How Brexit means EU loses money, influence, might

Published Mon, Feb 27, 2017 · 09:22 AM

[BRUSSELS] The UK's impending departure from the European Union means the rest of the bloc is saying goodbye not only to its most awkward member, but also to one of its richest countries, with its biggest defense budget and its most successful financial-services hub.

With Theresa May vowing to trigger Article 50 of the Lisbon Treaty to start two-year exit negotiations in March, here are six cases showing what the EU will lose when the UK eventually walks away.

Defence is still the preserve of national governments, but there's a reason why some of the EU's countries closest to Russia fear they are losing a safety net - and why the UK may be able to use its military might to gain some leverage in the Brexit negotiations.

Britain (with France the only EU countries with nuclear weapons) has participated in many EU military operations, particularly in Africa where the EU has run several peace-keeping and training missions.

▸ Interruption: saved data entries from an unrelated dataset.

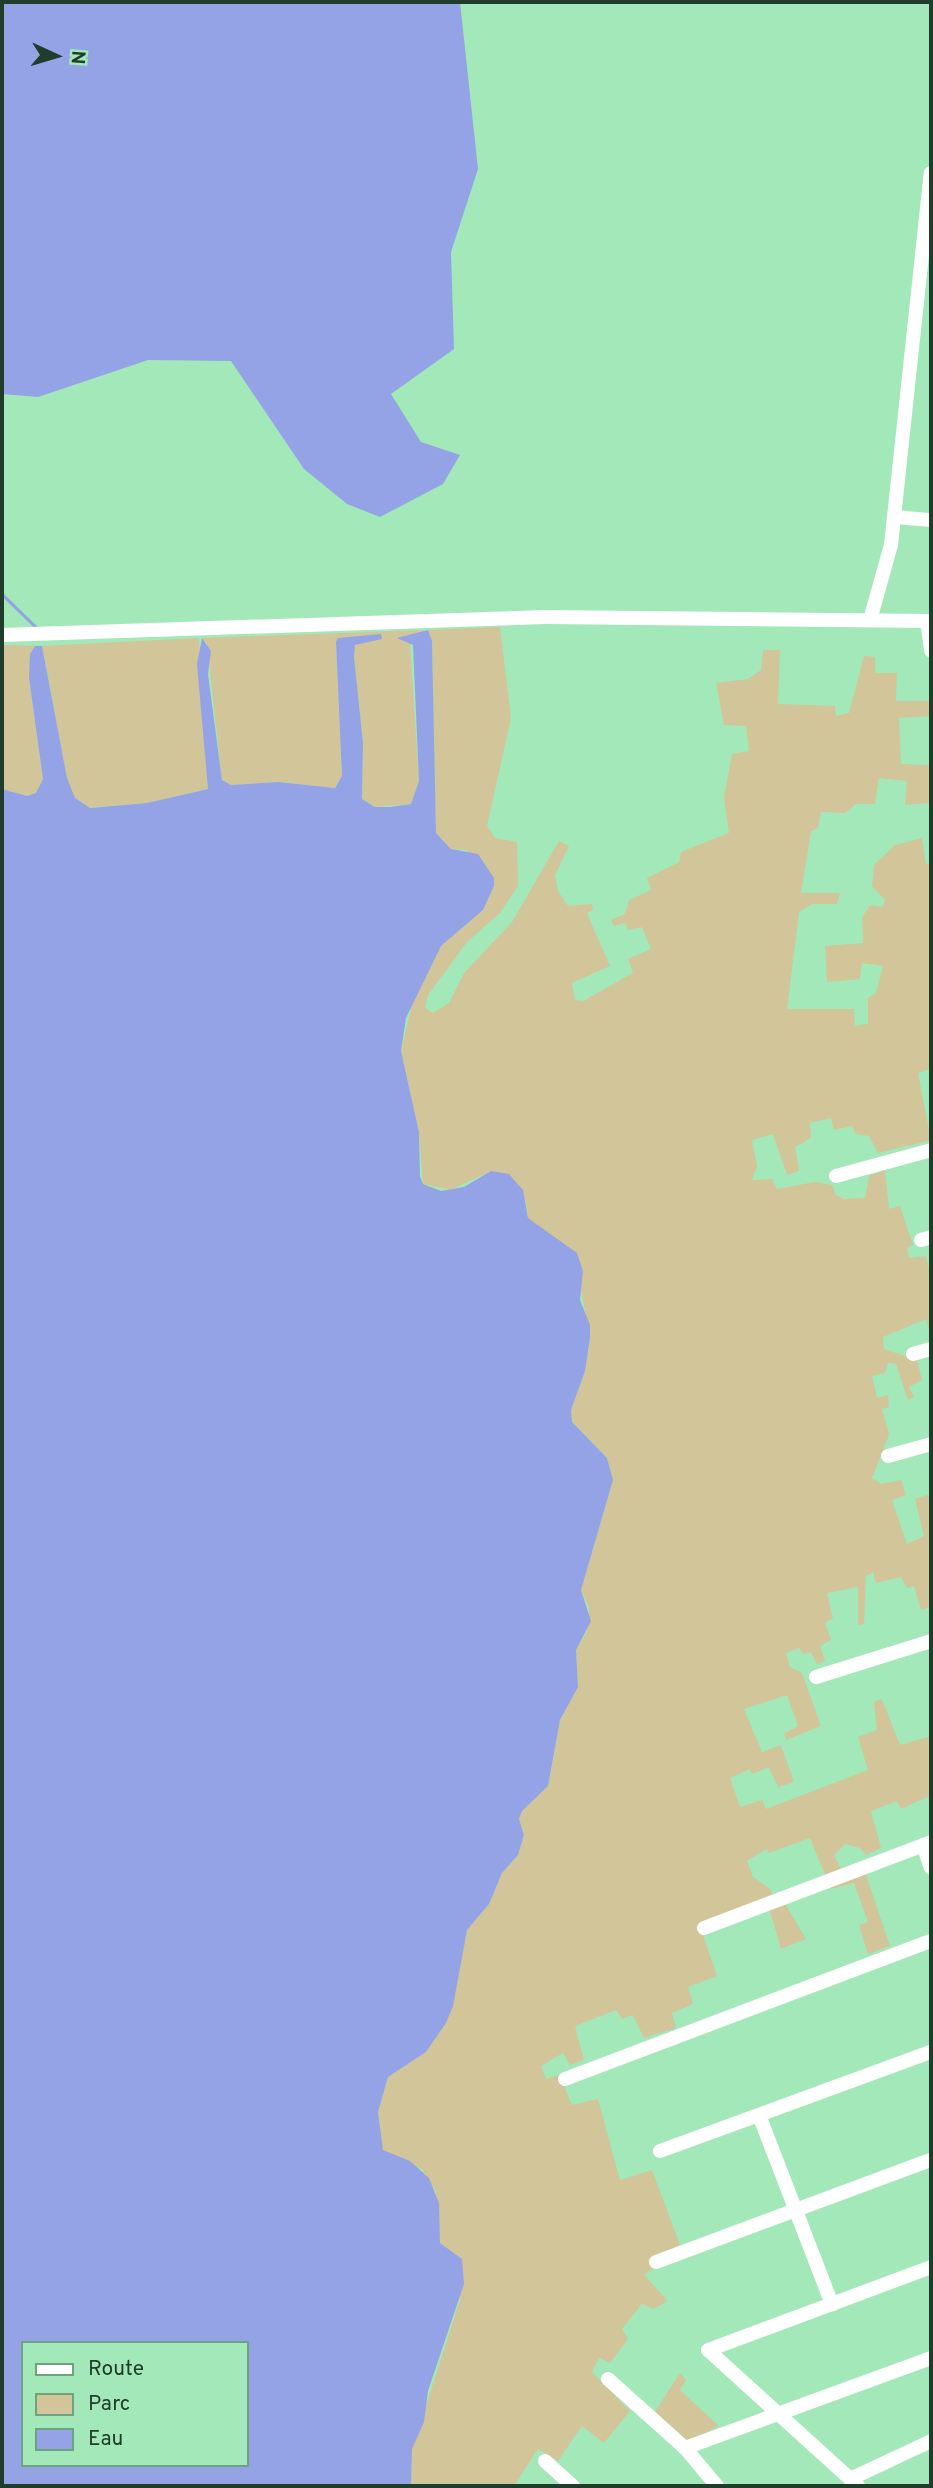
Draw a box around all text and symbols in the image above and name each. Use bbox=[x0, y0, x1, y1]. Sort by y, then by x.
north arrow bbox=[21, 21, 91, 91]
text: N bbox=[65, 50, 89, 65]
legend bbox=[21, 2341, 248, 2467]
text: Route bbox=[88, 2356, 144, 2383]
text: Parc bbox=[88, 2391, 130, 2418]
text: Eau bbox=[88, 2426, 123, 2453]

The British government has said cooperation will continue in some form, but the EU acknowledges that it's losing expertise and clout.

Despite the EU being a multinational organisation, its countries represent themselves individually in most global bodies. And while there is no guarantee they all sing from the same EU hymn sheet when they meet as part of, say, the Group of Seven, they often try to coordinate positions.

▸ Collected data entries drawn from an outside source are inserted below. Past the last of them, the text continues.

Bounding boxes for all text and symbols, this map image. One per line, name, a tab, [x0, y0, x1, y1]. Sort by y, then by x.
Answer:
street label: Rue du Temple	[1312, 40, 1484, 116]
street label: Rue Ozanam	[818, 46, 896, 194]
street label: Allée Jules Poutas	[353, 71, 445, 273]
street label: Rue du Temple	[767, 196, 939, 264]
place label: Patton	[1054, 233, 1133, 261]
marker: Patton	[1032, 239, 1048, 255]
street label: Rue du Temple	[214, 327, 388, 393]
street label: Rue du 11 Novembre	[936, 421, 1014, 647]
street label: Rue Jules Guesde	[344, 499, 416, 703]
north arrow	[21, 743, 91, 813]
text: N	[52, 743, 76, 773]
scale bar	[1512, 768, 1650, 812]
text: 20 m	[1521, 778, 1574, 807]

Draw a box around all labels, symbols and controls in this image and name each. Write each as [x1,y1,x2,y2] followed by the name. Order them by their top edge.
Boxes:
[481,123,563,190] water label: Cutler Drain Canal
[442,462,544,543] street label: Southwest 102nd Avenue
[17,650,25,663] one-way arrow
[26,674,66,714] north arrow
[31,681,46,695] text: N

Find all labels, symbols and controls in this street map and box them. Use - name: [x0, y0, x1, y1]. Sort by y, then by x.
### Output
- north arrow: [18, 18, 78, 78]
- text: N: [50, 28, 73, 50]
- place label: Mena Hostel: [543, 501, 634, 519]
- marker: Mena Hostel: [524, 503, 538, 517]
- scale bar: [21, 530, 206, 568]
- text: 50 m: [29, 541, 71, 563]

The UK and France are the only two EU countries that are permanent members of the United Nations Security Council.

The ability of EU citizens, no matter where they come from, to live and work in any of the bloc's member countries underpins one of the EU's most cherished principles. It also was one of the main reasons why 17.4 million British voters supported Brexit.

With its liberal labour laws, English language and well-performing economy, the UK has been one of the biggest attractions for Europeans seeking to take advantage of the EU's free-movement rules.

The status of Europeans already in Britain is not yet guaranteed and needs to be settled in negotiations on the UK's withdrawal. In the longer term, Brexit removes the opportunity for countless EU citizens to move unhindered to one of their favorite countries.

Financial services will be a key battleground in the Brexit negotiations. The UK accounts for 37 per cent of all global foreign-exchange trading, 39 per cent of the world's trading in over-the-counter derivatives and is the biggest center for international bank lending, at 17 per cent, according to lobby group TheCityUK.

Now the fight is on to protect the industry after Brexit, either by maintaining "passporting" rights, which allow global banks with bases in London to provide services to the rest of Europe, or, failing that, the less attractive "equivalence", which gives companies based outside the EU privileged, though targeted, market access.

Even when taking into account the UK's "rebate" - the discount obtained by Margaret Thatcher in 1984 that knocks an annual £5 billion (S$8.812 billion) off the country's contribution - Britain is still the EU's second-largest net contributor to the bloc's budget.

The EU will be down almost 12 billion euros (S$17.901 billion) a year once the UK is gone and, as this chart shows, the countries that were formerly behind the Iron Curtain and that joined the EU most recently will be worst hit.

The EU, which will start preparing its 2021-2027 budget around the time that Britain departs, needs to work out whether and how it will make up the shortfall.

The EU is losing its second-largest economy. The UK's unemployment rate is higher than only three other EU countries and the Bank of England and the European Commission have revised up their estimates for Britain's economic expansion, saying the impact of Brexit will be milder this year than previously estimated.

But there might be trouble ahead. At 89 per cent of gross domestic product, the UK has one of the EU's highest public debt levels, and GDP growth will slow from 2 per cent in 2016 to 1.2 per cent in 2018, according to EU forecasts.